Le jour d’après

Ils savent exactement ce qu’il faut faire pour améliorer la vie des citoyens. Ils posent des diagnostics, ils nous expliquent ce qui n’a pas fonctionné et proposent des mesures qui ne pouvaient naître que dans leurs cerveaux brillants. Ils sont tour à tour dans la majorité et dans l’opposition — à l’exception de la gauche qui est tout à fait capable de faire les deux en même temps. Pourtant ils accablent tous les trente dernières années de politique. Le bon vieux « ça fait trente ans que ça dure ». J’ai trente-huit ans et ça fait effectivement trente ans que j’entends la même chose.

Et puis la guerre arriva, et le cirque de Pékin prit les allures d’un théâtre de Guignol un jour d’école.
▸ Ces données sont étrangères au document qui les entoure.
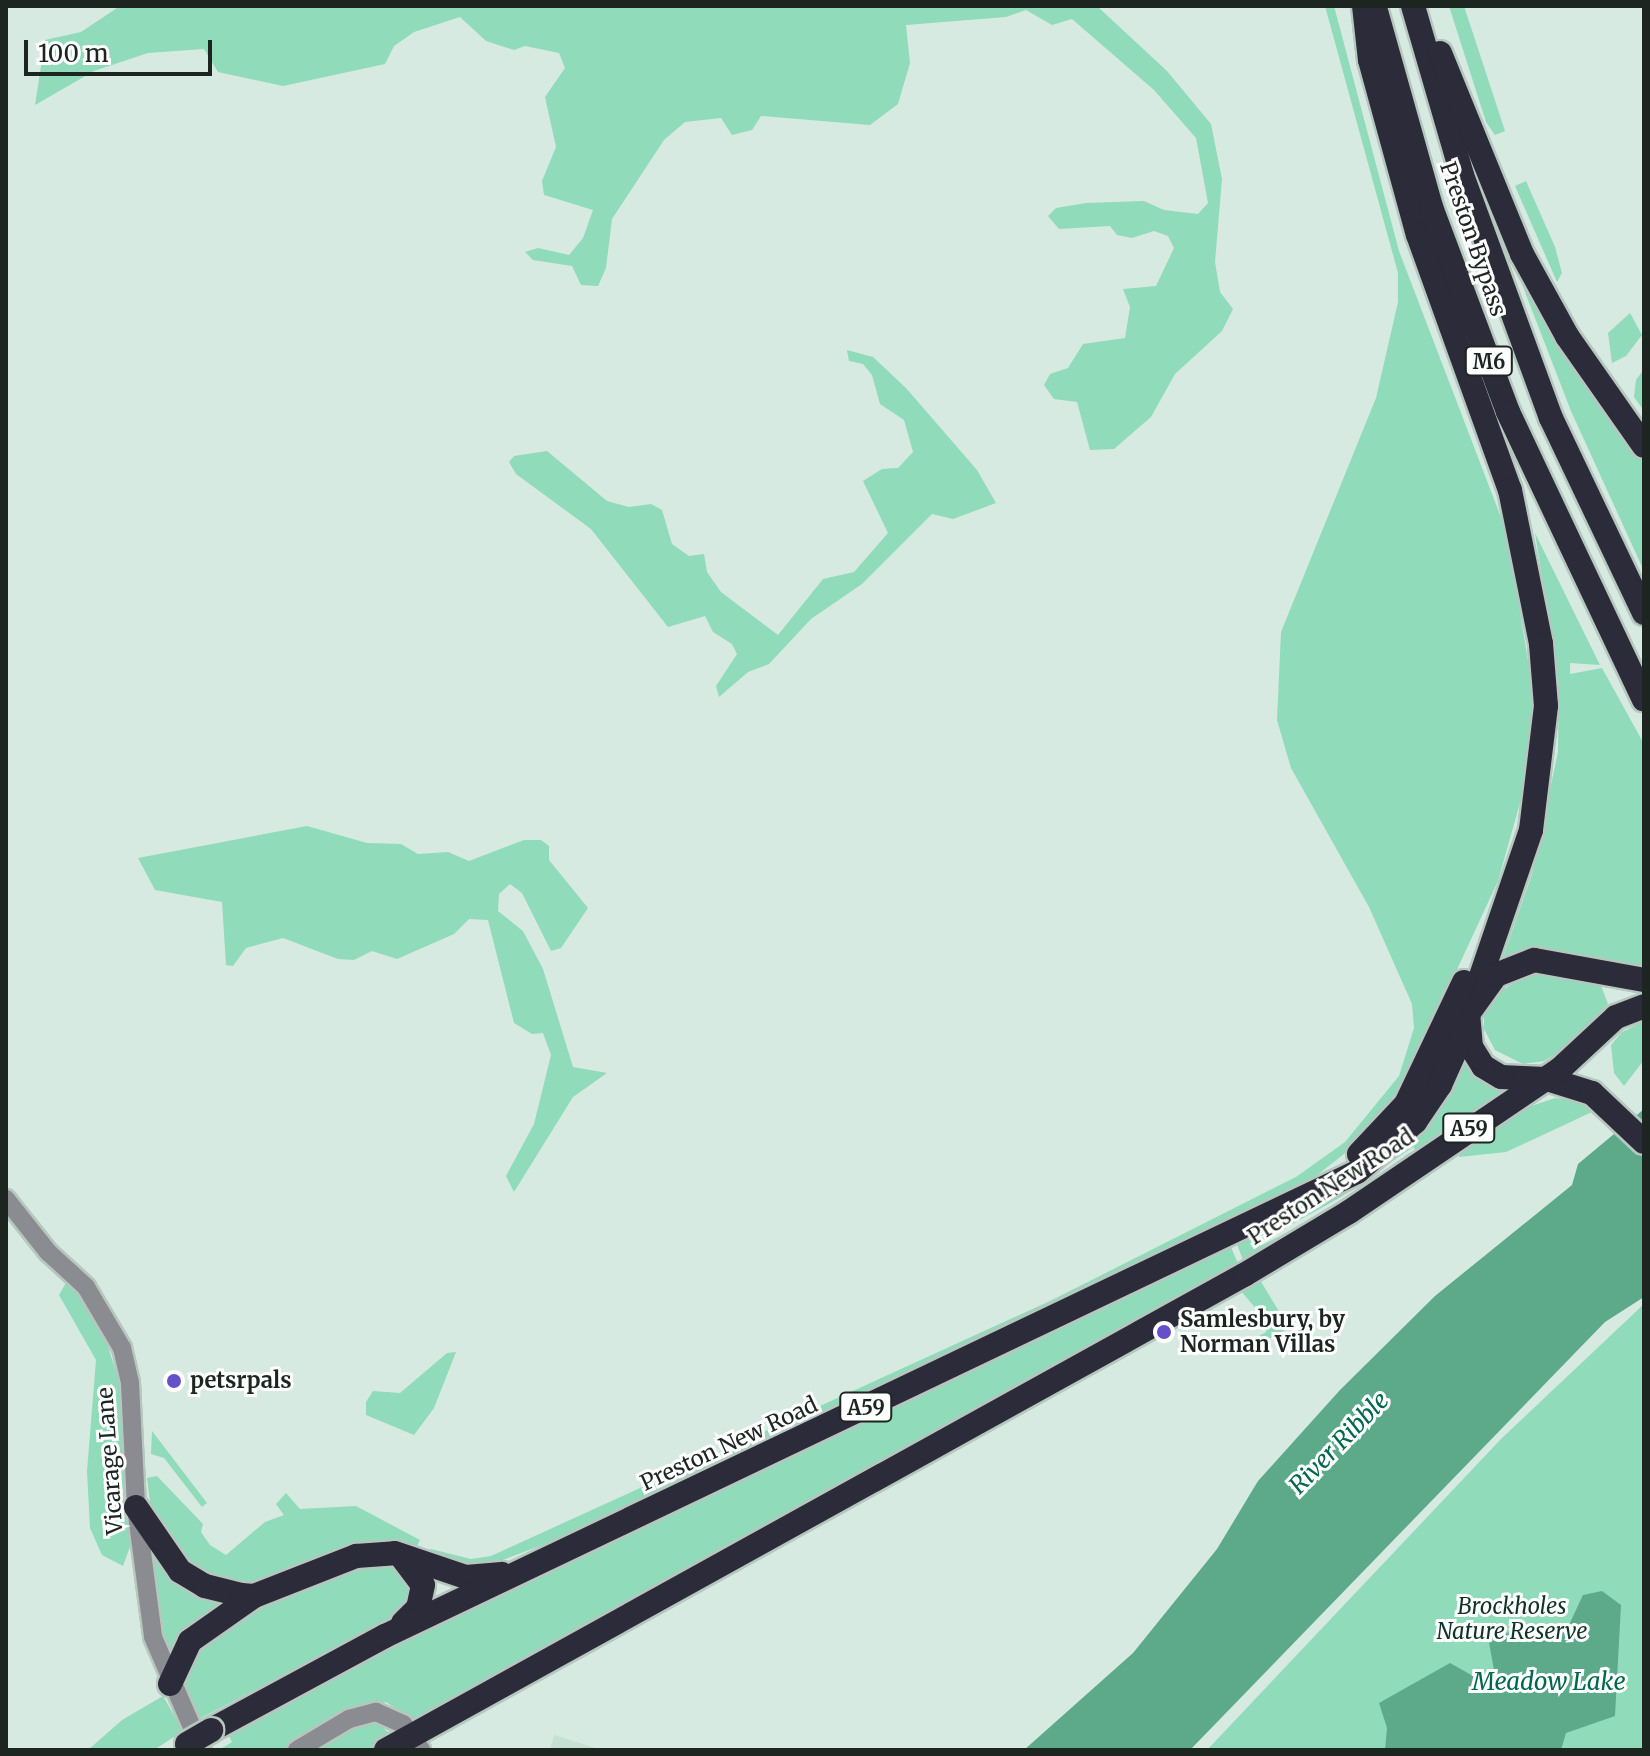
<!DOCTYPE html>
<html>
<head>
<meta charset="utf-8">
<style>
	body { margin:0 }
	#map { position:relative; width:1650px; height:1756px; overflow:hidden; background:#d7eae1; font-family:Merriweather,serif }
	div>[style] { position:absolute }
	[style*='--x'] { left:calc(var(--x)*1px); top:calc(var(--y)*1px); width:calc(var(--w)*1px); rotate:calc(var(--a)*1deg) }
	.built>* { inset:0; background:#c6e1d4 }
	.green>* { inset:0; background:#8fdbba }
	.water>* { inset:0; background:#5daa8b }
	.roads { filter:drop-shadow(2px 0 #b6c7be) drop-shadow(-2px 0 #b6c7be) drop-shadow(0 2px #b6c7be) drop-shadow(0 -2px #b6c7be) }
	.minor>* { height:18px; margin:-9px; padding:0 9px; transform-origin:9px; border-radius:9px; background:#8b8b92 }
	.highway>* { height:24px; margin:-12px; padding:0 12px; transform-origin:12px; border-radius:12px; background:#2c2b39 }
	.bridges { filter:drop-shadow(2px 0 #b6c7be) drop-shadow(-2px 0 #b6c7be) drop-shadow(0 2px #b6c7be) drop-shadow(0 -2px #b6c7be) }
	.highway-bridge>* { height:24px; margin:-12px; padding:0 12px; transform-origin:12px; border-radius:12px; background:#2c2b39 }
	.dots>* { width:22px; height:22px; translate:-50% -50%; box-sizing:border-box; border:4px solid #fff; border-radius:50% }
	span { translate:-50% -50%; white-space:nowrap; text-align:center; line-height:1.15; -webkit-text-stroke:6px #fff; paint-order:stroke }
	.shield-label span { padding:2px 6px; background:#fff; border:2px solid; border-radius:6px; -webkit-text-stroke-width:0 }
	.shield-label { font-size:20px; color:#1d2521; font-weight:700 }
	.street-label { font-size:22px; color:#1d2521 }
	.poi-label { font-size:22px; color:#1d2521; font-weight:700 }
	.left { translate:0 -50%; text-align:left }
	.park-label { font-size:22px; color:#103326; font-style:italic }
	.water-label { font-size:24px; color:#00684b; font-style:italic }
	.frame { position:absolute; inset:0; border:8px solid #1d2521; pointer-events:none }
	.scale { position:absolute; left:24px; top:40px; width:188px; height:36px; box-sizing:border-box; border:4px solid #1d2521; border-top:0; padding-left:10px; font-size:24px; line-height:28px; white-space:nowrap; color:#1d2521; -webkit-text-stroke:6px #fff; paint-order:stroke }
</style>
</head>
<body>
<div id="map">
	<div class="built">
		<i style="clip-path:polygon(554px 1735px,602px 1750px,550px 1750px)"></i>
	</div>
	<div class="green">
		<i style="clip-path:polygon(120px 6px,1097px 6px,1167px 71px,1211px 124px,1222px 179px,1215px 262px,1220px 292px,1233px 309px,1222px 331px,1175px 374px,1151px 417px,1114px 449px,1090px 450px,1077px 402px,1054px 399px,1044px 385px,1050px 374px,1068px 368px,1083px 344px,1125px 338px,1130px 307px,1123px 289px,1156px 286px,1174px 248px,1168px 236px,1154px 231px,1132px 238px,1117px 235px,1110px 226px,1059px 229px,1048px 216px,1056px 208px,1086px 203px,1144px 201px,1164px 210px,1198px 214px,1208px 203px,1196px 138px,1154px 90px,1072px 19px,1052px 25px,1026px 10px,1006px 17px,906px 25px,910px 63px,898px 104px,870px 125px,761px 116px,752px 130px,732px 135px,721px 118px,685px 122px,664px 140px,612px 219px,606px 268px,598px 286px,581px 285px,572px 266px,533px 260px,525px 252px,538px 248px,569px 255px,583px 238px,593px 210px,544px 195px,542px 181px,556px 147px,545px 97px,565px 68px,559px 53px,525px 46px,514px 50px,486px 41px,460px 17px,414px 32px,394px 46px,385px 64px,283px 86px,218px 72px,204px 49px,148px 53px,94px 71px,35px 105px,45px 40px,81px 32px)"></i>
		<i style="clip-path:polygon(1325px 6px,1334px 6px,1399px 251px,1507px 533px,1534px 697px,1533px 757px,1498px 881px,1398px 1097px,1368px 1135px,1297px 1191px,558px 1539px,474px 1571px,427px 1554px,431px 1549px,471px 1559px,491px 1556px,1050px 1301px,1296px 1177px,1345px 1142px,1399px 1076px,1414px 1028px,1412px 1004px,1369px 907px,1291px 768px,1277px 720px,1281px 632px,1376px 398px,1398px 302px,1398px 273px)"></i>
		<i style="clip-path:polygon(1449px 6px,1464px 6px,1505px 131px,1495px 135px,1486px 122px)"></i>
		<i style="clip-path:polygon(1526px 181px,1555px 247px,1562px 273px,1557px 282px,1515px 186px)"></i>
		<i style="clip-path:polygon(1513px 261px,1644px 459px,1644px 571px,1571px 411px)"></i>
		<i style="clip-path:polygon(1630px 313px,1642px 335px,1626px 356px,1612px 363px,1608px 333px)"></i>
		<i style="clip-path:polygon(847px 350px,873px 357px,906px 388px,977px 470px,996px 503px,953px 519px,932px 514px,862px 584px,811px 619px,769px 664px,748px 672px,719px 697px,716px 686px,737px 654px,732px 644px,713px 632px,705px 616px,668px 627px,591px 529px,516px 474px,509px 462px,514px 456px,547px 451px,607px 501px,629px 507px,651px 504px,662px 510px,672px 544px,689px 556px,704px 554px,707px 572px,721px 592px,778px 635px,823px 579px,854px 572px,888px 533px,863px 481px,882px 469px,898px 468px,913px 452px,904px 420px,880px 404px,872px 375px,863px 364px,849px 361px)"></i>
		<i style="clip-path:polygon(1644px 369px,1644px 411px,1634px 397px,1636px 380px)"></i>
		<i style="clip-path:polygon(1535px 533px,1600px 665px,1570px 663px,1570px 674px,1602px 668px,1644px 744px,1644px 969px,1501px 963px,1532px 874px,1558px 752px,1559px 686px)"></i>
		<i style="clip-path:polygon(307px 826px,367px 843px,401px 844px,418px 854px,448px 852px,469px 861px,524px 840px,541px 840px,549px 846px,549px 860px,588px 908px,561px 948px,551px 951px,522px 893px,510px 884px,499px 894px,498px 911px,523px 931px,543px 969px,573px 1067px,607px 1073px,573px 1097px,514px 1192px,506px 1176px,534px 1124px,551px 1055px,543px 1033px,532px 1034px,514px 1023px,488px 920px,469px 919px,454px 934px,397px 959px,372px 951px,354px 960px,338px 959px,283px 938px,246px 948px,233px 966px,226px 965px,222px 902px,155px 890px,138px 858px)"></i>
		<i style="clip-path:polygon(1533px 973px,1600px 983px,1608px 1004px,1564px 1049px,1544px 1061px,1523px 1064px,1495px 1050px,1484px 1029px,1484px 1015px,1498px 992px)"></i>
		<i style="clip-path:polygon(1644px 1021px,1644px 1060px,1624px 1086px,1614px 1073px,1611px 1045px,1622px 1032px)"></i>
		<i style="clip-path:polygon(1464px 1057px,1511px 1090px,1418px 1153px,1413px 1147px,1341px 1197px,1262px 1241px,1260px 1235px,1355px 1183px)"></i>
		<i style="clip-path:polygon(1555px 1098px,1579px 1101px,1592px 1112px,1506px 1152px,1459px 1157px,1460px 1148px,1514px 1112px)"></i>
		<i style="clip-path:polygon(1409px 1153px,1412px 1157px,1356px 1197px,1244px 1263px,1237px 1244px,1255px 1237px,1260px 1246px,1292px 1230px,1351px 1196px)"></i>
		<i style="clip-path:polygon(1231px 1247px,1239px 1266px,418px 1724px,386px 1702px,344px 1714px,284px 1750px,219px 1750px,232px 1742px,226px 1730px,296px 1691px)"></i>
		<i style="clip-path:polygon(1260px 1280px,1289px 1328px,1258px 1345px,1254px 1339px,1266px 1332px,1268px 1323px,1241px 1291px)"></i>
		<i style="clip-path:polygon(67px 1281px,101px 1325px,121px 1387px,132px 1541px,123px 1566px,102px 1555px,90px 1528px,87px 1471px,96px 1360px,59px 1295px)"></i>
		<i style="clip-path:polygon(1644px 1304px,1644px 1750px,1207px 1750px,1501px 1439px)"></i>
		<i style="clip-path:polygon(456px 1352px,434px 1408px,414px 1435px,366px 1415px,366px 1402px,373px 1391px,400px 1393px,447px 1353px)"></i>
		<i style="clip-path:polygon(152px 1431px,207px 1503px,202px 1507px,164px 1458px,151px 1454px)"></i>
		<i style="clip-path:polygon(157px 1476px,203px 1524px,201px 1532px,210px 1545px,226px 1555px,265px 1522px,284px 1515px,276px 1504px,286px 1493px,300px 1509px,356px 1506px,420px 1540px,417px 1546px,375px 1544px,240px 1593px,188px 1571px,152px 1518px,147px 1478px)"></i>
		<i style="clip-path:polygon(150px 1547px,229px 1603px,170px 1660px,167px 1652px)"></i>
		<i style="clip-path:polygon(379px 1562px,398px 1565px,416px 1583px,402px 1613px,199px 1719px,184px 1690px,192px 1652px,242px 1612px,349px 1567px)"></i>
		<i style="clip-path:polygon(163px 1696px,183px 1731px,154px 1750px,88px 1750px,122px 1720px)"></i>
		<i style="clip-path:polygon(376px 1721px,389px 1733px,385px 1743px,371px 1750px,317px 1750px,364px 1722px)"></i>
	</div>
	<div class="water">
		<i style="clip-path:polygon(1644px 1109px,1644px 1297px,1605px 1322px,1190px 1750px,1024px 1750px,1133px 1653px,1217px 1549px,1258px 1481px,1340px 1390px,1435px 1296px,1572px 1185px,1578px 1164px)"></i>
		<i style="clip-path:polygon(1602px 1591px,1621px 1605px,1615px 1716px,1566px 1733px,1561px 1750px,1385px 1750px,1387px 1728px,1379px 1703px,1450px 1663px,1482px 1681px,1495px 1675px,1489px 1643px,1524px 1624px,1568px 1627px,1583px 1595px)"></i>
	</div>
	<div class="roads">
		<div class="minor">
			<i style="--x:6;--y:1199;--w:68;--a:51.6"></i>
			<i style="--x:48;--y:1252;--w:52;--a:42.6"></i>
			<i style="--x:86;--y:1287;--w:71;--a:59.5"></i>
			<i style="--x:122;--y:1348;--w:36;--a:77"></i>
			<i style="--x:130;--y:1383;--w:124;--a:87.2"></i>
			<i style="--x:136;--y:1507;--w:131;--a:82.5"></i>
			<i style="--x:153;--y:1637;--w:123;--a:66.6"></i>
			<i style="--x:297;--y:1750;--w:61;--a:-30.8"></i>
			<i style="--x:349;--y:1719;--w:28;--a:-15"></i>
			<i style="--x:376;--y:1712;--w:30;--a:24"></i>
			<i style="--x:403;--y:1724;--w:32;--a:55"></i>
		</div>
		<div class="highway">
			<i style="--x:1364;--y:6;--w:54;--a:83.7"></i>
			<i style="--x:1370;--y:60;--w:181;--a:74.7"></i>
			<i style="--x:1418;--y:235;--w:271;--a:70.2"></i>
			<i style="--x:1510;--y:490;--w:157;--a:78.6"></i>
			<i style="--x:1541;--y:644;--w:62;--a:85.4"></i>
			<i style="--x:1546;--y:706;--w:125;--a:96.9"></i>
			<i style="--x:1531;--y:830;--w:194;--a:108.9"></i>
			<i style="--x:1413;--y:6;--w:176;--a:73.8"></i>
			<i style="--x:1462;--y:175;--w:259;--a:69.9"></i>
			<i style="--x:1551;--y:418;--w:216;--a:64.5"></i>
			<i style="--x:1376;--y:11;--w:204;--a:74.3"></i>
			<i style="--x:1431;--y:207;--w:219;--a:69.4"></i>
			<i style="--x:1508;--y:412;--w:318;--a:64.7"></i>
			<i style="--x:1440;--y:53;--w:217;--a:67.8"></i>
			<i style="--x:1522;--y:254;--w:94;--a:61.2"></i>
			<i style="--x:1567;--y:336;--w:134;--a:55"></i>
			<i style="--x:1545;--y:1079;--w:44;--a:-177.4"></i>
			<i style="--x:1501;--y:1077;--w:21;--a:-149"></i>
			<i style="--x:1483;--y:1066;--w:22;--a:-122"></i>
			<i style="--x:1471;--y:1047;--w:33;--a:-95"></i>
			<i style="--x:1468;--y:1014;--w:48;--a:-54.3"></i>
			<i style="--x:1496;--y:975;--w:41;--a:-21.5"></i>
			<i style="--x:1534;--y:960;--w:112;--a:10.3"></i>
			<i style="--x:1547;--y:1079;--w:47;--a:17.3"></i>
			<i style="--x:1592;--y:1093;--w:71;--a:43.3"></i>
			<i style="--x:1359;--y:1154;--w:69;--a:-46.8"></i>
			<i style="--x:1406;--y:1104;--w:135;--a:-64.6"></i>
			<i style="--x:136;--y:1507;--w:78;--a:55.5"></i>
			<i style="--x:180;--y:1571;--w:29;--a:31"></i>
			<i style="--x:205;--y:1586;--w:37;--a:14"></i>
			<i style="--x:241;--y:1595;--w:13;--a:4"></i>
			<i style="--x:254;--y:1596;--w:110;--a:-21.4"></i>
			<i style="--x:356;--y:1556;--w:39;--a:-4"></i>
			<i style="--x:395;--y:1553;--w:75;--a:18.7"></i>
			<i style="--x:466;--y:1577;--w:36;--a:-5"></i>
			<i style="--x:401;--y:1556;--w:36;--a:53"></i>
			<i style="--x:423;--y:1585;--w:24;--a:102"></i>
			<i style="--x:418;--y:1608;--w:21;--a:135"></i>
			<i style="--x:170;--y:1684;--w:47;--a:-65.1"></i>
			<i style="--x:190;--y:1641;--w:78;--a:-35.1"></i>
			<i style="--x:211;--y:1730;--w:198;--a:-28.4"></i>
			<i style="--x:385;--y:1636;--w:1077;--a:-25.52"></i>
			<i style="--x:1357;--y:1172;--w:77;--a:-40.8"></i>
			<i style="--x:1415;--y:1122;--w:45;--a:-56"></i>
			<i style="--x:1440;--y:1085;--w:64;--a:-65.9"></i>
			<i style="--x:386;--y:1750;--w:981;--a:-28.97"></i>
			<i style="--x:1244;--y:1275;--w:122;--a:-31"></i>
			<i style="--x:1349;--y:1212;--w:255;--a:-34.1"></i>
			<i style="--x:1560;--y:1069;--w:76;--a:-42.9"></i>
			<i style="--x:1616;--y:1017;--w:30;--a:-21"></i>
		</div>
	</div>
	<div class="bridges">
		<div class="highway-bridge">
			<i style="--x:187;--y:1744;--w:28;--a:-30"></i>
		</div>
	</div>
	<div class="dots">
		<i style="left:1164px;top:1332px;background:#6550c9"></i>
		<i style="left:174px;top:1381px;background:#6550c9"></i>
	</div>
	<div class="shield-label">
		<span style="left:1489px;top:361px">M6</span>
		<span style="left:1469px;top:1128px">A59</span>
		<span style="left:866px;top:1407px">A59</span>
	</div>
	<div class="street-label">
		<span style="left:1473px;top:239px;rotate:71deg">Preston Bypass</span>
		<span style="left:1331px;top:1187px;rotate:-33deg">Preston New Road</span>
		<span style="left:729px;top:1444px;rotate:-25deg">Preston New Road</span>
		<span style="left:110px;top:1461px;rotate:-94deg">Vicarage Lane</span>
	</div>
	<div class="poi-label">
		<span class="left" style="left:1180px;top:1332px">Samlesbury, by<br>Norman Villas</span>
		<span class="left" style="left:190px;top:1381px">petsrpals</span>
	</div>
	<div class="park-label">
		<span style="left:1512px;top:1619px">Brockholes<br>Nature Reserve</span>
	</div>
	<div class="water-label">
		<span style="left:1339px;top:1443px;rotate:-46deg">River Ribble</span>
		<span style="left:1549px;top:1682px">Meadow Lake</span>
	</div>
	<div class="frame"></div>
	<div class="scale">100 m</div>
</div>
</body>
</html>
Les meilleurs prétendent incarner le renouveau, généralement cela intervient au bout de cinq à six mandats, quinze à vingt ans de strapontins en tout genre. L’occasion d’une nouvelle vocation : vouloir incarner la nation et s’il le faut, d’inventer un parti politique au service de cette folie. Alors ils perdent la mémoire, ils dénoncent tous azimuts ; comme s’ils n’avaient jamais exercé le pouvoir. Jusque-là, je regardais cela un peu comme on regarde le cirque de Pékin avec ses acrobates qui apprennent la contorsion dès le plus jeune âge et qui entretiennent leur souplesse épatante. Et puis la guerre arriva, et le cirque de Pékin prit les allures d’un théâtre de Guignol un jour d’école, la tristesse d’une marionnette à qui l’on ne prête plus de voix, ainsi pourrions-nous résumer notre époque : la grande désillusion.

Des femmes et des hommes bien souvent accomplis professionnellement, socialement, et engagés familialement, prendraient un risque jugé mortel pour les professionnels : la vérité.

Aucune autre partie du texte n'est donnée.